[YOUR OBJECTIVE]:
Which lines mention "Enero"? Show each one from the listing.

[SOURCE DATA]:
--- START ---
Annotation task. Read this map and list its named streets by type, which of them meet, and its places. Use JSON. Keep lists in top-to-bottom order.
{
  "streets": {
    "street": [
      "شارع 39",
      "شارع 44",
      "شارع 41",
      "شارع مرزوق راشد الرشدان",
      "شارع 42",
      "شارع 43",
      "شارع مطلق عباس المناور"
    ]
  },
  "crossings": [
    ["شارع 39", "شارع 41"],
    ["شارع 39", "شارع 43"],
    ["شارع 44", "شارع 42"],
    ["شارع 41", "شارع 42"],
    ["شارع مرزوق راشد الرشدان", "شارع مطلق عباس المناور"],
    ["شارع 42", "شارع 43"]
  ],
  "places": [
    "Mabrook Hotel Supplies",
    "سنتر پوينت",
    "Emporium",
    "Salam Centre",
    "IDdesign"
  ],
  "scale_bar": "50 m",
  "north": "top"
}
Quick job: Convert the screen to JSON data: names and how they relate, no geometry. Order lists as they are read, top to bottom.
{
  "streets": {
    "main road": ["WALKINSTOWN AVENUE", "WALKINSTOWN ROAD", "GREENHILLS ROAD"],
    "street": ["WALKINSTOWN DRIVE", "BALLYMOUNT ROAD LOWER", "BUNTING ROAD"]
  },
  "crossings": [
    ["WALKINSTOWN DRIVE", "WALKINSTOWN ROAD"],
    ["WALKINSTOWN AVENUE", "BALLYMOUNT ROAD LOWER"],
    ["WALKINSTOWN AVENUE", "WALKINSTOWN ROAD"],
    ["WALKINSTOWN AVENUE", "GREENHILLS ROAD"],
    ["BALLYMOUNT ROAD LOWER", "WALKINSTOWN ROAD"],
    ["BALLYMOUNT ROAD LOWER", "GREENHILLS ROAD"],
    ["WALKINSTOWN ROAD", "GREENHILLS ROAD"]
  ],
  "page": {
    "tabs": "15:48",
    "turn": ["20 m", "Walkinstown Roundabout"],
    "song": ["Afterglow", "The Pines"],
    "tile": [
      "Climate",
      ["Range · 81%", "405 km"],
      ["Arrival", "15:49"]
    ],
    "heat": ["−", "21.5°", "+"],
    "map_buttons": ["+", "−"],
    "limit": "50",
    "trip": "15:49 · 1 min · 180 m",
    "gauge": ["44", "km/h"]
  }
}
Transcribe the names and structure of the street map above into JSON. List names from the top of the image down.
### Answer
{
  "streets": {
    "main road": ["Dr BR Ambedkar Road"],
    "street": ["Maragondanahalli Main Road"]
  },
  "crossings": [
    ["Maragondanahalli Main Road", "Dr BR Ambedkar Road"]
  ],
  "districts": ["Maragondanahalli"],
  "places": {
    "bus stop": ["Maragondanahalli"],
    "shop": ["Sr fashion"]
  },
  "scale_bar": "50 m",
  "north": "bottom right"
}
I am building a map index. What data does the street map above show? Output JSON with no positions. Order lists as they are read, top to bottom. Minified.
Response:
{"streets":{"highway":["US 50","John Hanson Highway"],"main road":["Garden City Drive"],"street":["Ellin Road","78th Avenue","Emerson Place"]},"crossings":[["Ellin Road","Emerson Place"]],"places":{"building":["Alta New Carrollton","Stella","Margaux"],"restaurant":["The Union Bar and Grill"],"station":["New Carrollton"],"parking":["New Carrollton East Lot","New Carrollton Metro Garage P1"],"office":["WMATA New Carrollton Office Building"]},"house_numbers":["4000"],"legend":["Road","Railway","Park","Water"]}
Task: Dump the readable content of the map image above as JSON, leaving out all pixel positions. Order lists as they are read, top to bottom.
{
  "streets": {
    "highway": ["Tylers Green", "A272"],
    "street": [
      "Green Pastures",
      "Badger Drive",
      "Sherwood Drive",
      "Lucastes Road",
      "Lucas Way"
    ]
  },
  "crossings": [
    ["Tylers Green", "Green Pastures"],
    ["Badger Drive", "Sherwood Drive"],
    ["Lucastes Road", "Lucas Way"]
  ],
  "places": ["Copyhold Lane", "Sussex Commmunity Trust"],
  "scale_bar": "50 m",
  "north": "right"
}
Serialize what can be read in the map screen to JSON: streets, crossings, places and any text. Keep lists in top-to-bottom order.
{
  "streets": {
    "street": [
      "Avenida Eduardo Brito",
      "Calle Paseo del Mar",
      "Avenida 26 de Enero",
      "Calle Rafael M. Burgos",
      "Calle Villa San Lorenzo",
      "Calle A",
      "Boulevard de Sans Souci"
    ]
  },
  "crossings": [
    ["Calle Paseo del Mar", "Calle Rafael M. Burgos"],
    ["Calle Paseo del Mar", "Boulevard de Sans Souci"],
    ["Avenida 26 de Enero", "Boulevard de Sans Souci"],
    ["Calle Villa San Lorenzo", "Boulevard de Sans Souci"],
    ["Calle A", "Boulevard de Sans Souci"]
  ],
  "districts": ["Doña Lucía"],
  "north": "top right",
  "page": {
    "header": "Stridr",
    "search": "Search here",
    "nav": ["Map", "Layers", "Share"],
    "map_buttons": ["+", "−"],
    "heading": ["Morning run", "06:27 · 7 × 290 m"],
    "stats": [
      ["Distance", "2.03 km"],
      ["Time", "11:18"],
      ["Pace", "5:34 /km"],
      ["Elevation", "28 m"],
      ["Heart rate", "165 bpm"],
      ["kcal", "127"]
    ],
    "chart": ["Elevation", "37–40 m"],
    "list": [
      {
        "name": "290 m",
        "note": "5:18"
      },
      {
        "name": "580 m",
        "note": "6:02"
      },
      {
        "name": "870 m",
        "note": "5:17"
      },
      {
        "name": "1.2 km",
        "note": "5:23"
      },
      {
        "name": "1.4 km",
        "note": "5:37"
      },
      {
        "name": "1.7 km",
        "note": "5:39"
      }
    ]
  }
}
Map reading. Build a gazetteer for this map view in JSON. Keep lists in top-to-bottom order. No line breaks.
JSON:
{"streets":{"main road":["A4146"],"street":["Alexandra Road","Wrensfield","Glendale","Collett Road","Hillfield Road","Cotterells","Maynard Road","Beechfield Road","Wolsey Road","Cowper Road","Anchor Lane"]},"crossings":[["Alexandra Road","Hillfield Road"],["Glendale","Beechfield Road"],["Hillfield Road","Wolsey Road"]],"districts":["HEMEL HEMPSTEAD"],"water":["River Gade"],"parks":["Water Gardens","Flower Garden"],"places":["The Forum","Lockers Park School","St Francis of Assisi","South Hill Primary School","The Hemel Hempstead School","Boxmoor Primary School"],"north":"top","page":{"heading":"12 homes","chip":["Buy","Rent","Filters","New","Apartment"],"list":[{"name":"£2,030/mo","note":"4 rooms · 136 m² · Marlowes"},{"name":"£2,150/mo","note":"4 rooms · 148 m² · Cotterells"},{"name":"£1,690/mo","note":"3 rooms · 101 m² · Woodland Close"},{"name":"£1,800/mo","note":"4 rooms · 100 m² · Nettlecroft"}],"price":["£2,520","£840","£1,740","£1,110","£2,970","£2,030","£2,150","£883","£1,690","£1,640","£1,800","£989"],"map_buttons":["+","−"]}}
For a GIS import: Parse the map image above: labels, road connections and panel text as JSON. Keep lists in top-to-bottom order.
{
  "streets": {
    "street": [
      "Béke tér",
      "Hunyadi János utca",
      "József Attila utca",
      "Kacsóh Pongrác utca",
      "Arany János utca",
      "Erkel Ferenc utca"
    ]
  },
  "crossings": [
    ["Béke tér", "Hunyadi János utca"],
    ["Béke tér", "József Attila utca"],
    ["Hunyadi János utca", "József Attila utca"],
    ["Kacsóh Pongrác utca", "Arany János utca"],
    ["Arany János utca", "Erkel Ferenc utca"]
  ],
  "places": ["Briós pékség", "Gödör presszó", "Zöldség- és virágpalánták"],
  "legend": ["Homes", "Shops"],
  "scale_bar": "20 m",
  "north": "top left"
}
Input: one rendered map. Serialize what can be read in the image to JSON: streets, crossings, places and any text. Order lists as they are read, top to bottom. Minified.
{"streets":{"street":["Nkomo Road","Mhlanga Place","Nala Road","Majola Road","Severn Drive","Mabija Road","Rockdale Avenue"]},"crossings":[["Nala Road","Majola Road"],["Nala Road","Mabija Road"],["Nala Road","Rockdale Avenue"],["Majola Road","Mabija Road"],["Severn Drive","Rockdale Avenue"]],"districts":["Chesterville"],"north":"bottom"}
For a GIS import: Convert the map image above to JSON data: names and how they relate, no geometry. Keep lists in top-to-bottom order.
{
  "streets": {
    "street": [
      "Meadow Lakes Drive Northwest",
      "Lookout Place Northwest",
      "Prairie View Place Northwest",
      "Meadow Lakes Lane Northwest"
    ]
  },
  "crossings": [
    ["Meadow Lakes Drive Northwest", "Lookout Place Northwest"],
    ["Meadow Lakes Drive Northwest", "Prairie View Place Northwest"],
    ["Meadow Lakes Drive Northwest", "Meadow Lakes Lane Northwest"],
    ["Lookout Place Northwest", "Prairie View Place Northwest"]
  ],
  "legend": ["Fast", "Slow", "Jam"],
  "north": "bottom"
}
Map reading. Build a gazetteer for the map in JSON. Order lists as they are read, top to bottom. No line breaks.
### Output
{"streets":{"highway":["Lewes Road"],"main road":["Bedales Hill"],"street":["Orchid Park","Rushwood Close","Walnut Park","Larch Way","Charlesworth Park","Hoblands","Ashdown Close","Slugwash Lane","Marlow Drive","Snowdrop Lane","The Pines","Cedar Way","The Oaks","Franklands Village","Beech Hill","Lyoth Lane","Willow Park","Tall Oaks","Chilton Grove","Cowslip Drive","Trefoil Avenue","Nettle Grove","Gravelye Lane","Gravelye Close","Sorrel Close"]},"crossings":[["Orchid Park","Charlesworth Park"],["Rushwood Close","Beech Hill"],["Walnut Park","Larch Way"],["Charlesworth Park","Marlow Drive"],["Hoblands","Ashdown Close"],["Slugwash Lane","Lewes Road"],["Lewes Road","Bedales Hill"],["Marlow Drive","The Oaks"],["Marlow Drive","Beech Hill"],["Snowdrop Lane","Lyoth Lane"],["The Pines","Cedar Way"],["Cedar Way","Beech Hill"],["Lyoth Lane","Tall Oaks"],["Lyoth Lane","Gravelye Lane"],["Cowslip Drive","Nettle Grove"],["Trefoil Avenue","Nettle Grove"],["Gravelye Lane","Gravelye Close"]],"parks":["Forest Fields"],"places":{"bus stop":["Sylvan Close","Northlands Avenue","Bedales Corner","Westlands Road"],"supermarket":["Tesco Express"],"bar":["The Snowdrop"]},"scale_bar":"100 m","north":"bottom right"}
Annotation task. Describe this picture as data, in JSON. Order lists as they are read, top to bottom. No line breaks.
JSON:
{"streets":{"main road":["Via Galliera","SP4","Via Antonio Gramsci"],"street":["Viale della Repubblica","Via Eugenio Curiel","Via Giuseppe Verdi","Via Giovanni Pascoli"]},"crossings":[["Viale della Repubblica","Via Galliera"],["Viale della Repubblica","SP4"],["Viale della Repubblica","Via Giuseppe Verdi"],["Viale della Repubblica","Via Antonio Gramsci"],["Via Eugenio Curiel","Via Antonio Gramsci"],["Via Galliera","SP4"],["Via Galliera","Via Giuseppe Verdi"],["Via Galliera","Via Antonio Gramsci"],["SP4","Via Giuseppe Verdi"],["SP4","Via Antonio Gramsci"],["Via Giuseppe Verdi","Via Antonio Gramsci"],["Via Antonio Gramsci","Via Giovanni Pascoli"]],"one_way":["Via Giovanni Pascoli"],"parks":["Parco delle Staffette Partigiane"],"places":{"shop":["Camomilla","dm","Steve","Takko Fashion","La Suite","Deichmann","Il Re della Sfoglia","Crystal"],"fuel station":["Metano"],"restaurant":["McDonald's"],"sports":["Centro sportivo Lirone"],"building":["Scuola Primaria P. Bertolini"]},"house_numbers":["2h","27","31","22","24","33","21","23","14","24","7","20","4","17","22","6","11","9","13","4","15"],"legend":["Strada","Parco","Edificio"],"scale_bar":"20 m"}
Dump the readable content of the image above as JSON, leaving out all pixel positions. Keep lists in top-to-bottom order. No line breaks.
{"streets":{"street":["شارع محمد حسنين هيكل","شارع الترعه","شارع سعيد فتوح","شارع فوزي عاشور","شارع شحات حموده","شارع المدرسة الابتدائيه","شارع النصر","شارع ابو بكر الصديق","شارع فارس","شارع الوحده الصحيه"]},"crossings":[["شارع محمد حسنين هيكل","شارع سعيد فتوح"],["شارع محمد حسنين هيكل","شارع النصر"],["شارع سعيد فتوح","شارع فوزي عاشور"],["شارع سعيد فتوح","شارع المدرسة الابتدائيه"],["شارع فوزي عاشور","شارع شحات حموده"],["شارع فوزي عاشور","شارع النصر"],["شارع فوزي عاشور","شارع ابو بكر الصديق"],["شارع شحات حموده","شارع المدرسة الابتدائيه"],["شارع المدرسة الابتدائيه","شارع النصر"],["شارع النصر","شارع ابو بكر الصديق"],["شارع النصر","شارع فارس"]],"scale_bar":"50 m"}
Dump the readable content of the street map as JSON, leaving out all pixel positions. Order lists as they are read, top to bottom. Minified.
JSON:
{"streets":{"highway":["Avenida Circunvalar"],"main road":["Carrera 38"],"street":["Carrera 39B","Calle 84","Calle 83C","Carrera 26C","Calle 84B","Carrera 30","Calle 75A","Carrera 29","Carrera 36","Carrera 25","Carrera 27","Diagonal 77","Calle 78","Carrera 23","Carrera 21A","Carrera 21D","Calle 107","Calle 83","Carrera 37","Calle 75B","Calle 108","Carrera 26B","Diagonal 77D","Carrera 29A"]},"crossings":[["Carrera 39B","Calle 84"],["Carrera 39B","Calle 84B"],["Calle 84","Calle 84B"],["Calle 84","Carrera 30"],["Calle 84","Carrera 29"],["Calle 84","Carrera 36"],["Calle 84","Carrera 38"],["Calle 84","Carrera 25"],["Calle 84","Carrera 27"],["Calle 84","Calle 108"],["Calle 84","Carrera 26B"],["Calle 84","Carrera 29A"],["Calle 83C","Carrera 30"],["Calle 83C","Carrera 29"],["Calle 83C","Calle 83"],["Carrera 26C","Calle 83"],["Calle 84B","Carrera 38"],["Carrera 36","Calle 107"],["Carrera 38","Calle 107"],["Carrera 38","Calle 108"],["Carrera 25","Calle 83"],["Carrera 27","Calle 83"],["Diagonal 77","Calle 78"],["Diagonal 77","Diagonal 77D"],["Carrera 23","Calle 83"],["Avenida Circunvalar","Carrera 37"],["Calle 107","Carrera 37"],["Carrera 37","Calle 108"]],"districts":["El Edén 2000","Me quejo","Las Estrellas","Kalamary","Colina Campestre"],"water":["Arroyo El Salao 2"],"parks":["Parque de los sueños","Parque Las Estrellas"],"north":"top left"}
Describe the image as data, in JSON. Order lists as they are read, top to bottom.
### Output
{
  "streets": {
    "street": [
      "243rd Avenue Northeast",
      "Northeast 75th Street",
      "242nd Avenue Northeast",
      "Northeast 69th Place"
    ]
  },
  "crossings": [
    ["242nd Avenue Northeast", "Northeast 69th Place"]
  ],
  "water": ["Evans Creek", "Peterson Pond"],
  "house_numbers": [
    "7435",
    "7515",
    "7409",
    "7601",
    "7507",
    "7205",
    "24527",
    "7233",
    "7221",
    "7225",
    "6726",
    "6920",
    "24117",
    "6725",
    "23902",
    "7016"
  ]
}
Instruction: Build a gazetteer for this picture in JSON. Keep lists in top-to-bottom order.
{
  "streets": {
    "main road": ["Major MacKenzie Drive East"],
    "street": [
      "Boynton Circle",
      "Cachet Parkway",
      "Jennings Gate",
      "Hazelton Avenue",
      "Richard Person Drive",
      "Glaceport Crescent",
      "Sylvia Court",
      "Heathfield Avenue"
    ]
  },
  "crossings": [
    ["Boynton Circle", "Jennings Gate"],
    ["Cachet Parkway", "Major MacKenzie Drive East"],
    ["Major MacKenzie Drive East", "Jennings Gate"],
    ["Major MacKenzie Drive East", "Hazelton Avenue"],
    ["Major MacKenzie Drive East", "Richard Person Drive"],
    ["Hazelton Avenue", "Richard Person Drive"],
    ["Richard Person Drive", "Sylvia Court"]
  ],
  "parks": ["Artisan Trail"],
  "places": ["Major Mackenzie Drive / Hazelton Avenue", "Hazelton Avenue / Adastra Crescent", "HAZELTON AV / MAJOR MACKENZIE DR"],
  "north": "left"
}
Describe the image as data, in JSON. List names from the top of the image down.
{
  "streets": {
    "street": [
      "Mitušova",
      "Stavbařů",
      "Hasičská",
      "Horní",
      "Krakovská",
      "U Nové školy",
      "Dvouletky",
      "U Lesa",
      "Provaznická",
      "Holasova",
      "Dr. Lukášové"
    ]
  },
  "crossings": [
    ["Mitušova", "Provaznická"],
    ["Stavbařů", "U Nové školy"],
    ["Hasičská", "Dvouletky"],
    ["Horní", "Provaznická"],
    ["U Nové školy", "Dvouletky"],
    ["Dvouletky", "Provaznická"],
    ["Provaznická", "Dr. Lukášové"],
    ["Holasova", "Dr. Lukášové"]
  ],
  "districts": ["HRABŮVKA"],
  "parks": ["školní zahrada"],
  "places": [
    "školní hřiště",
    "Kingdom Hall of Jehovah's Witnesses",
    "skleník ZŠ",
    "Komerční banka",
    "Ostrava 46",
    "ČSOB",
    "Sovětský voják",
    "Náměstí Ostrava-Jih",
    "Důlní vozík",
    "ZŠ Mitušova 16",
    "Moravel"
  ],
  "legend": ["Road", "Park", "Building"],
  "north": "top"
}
--- END ---
[EXERCISE OUTPUT]:
      "Avenida 26 de Enero",
    ["Avenida 26 de Enero", "Boulevard de Sans Souci"],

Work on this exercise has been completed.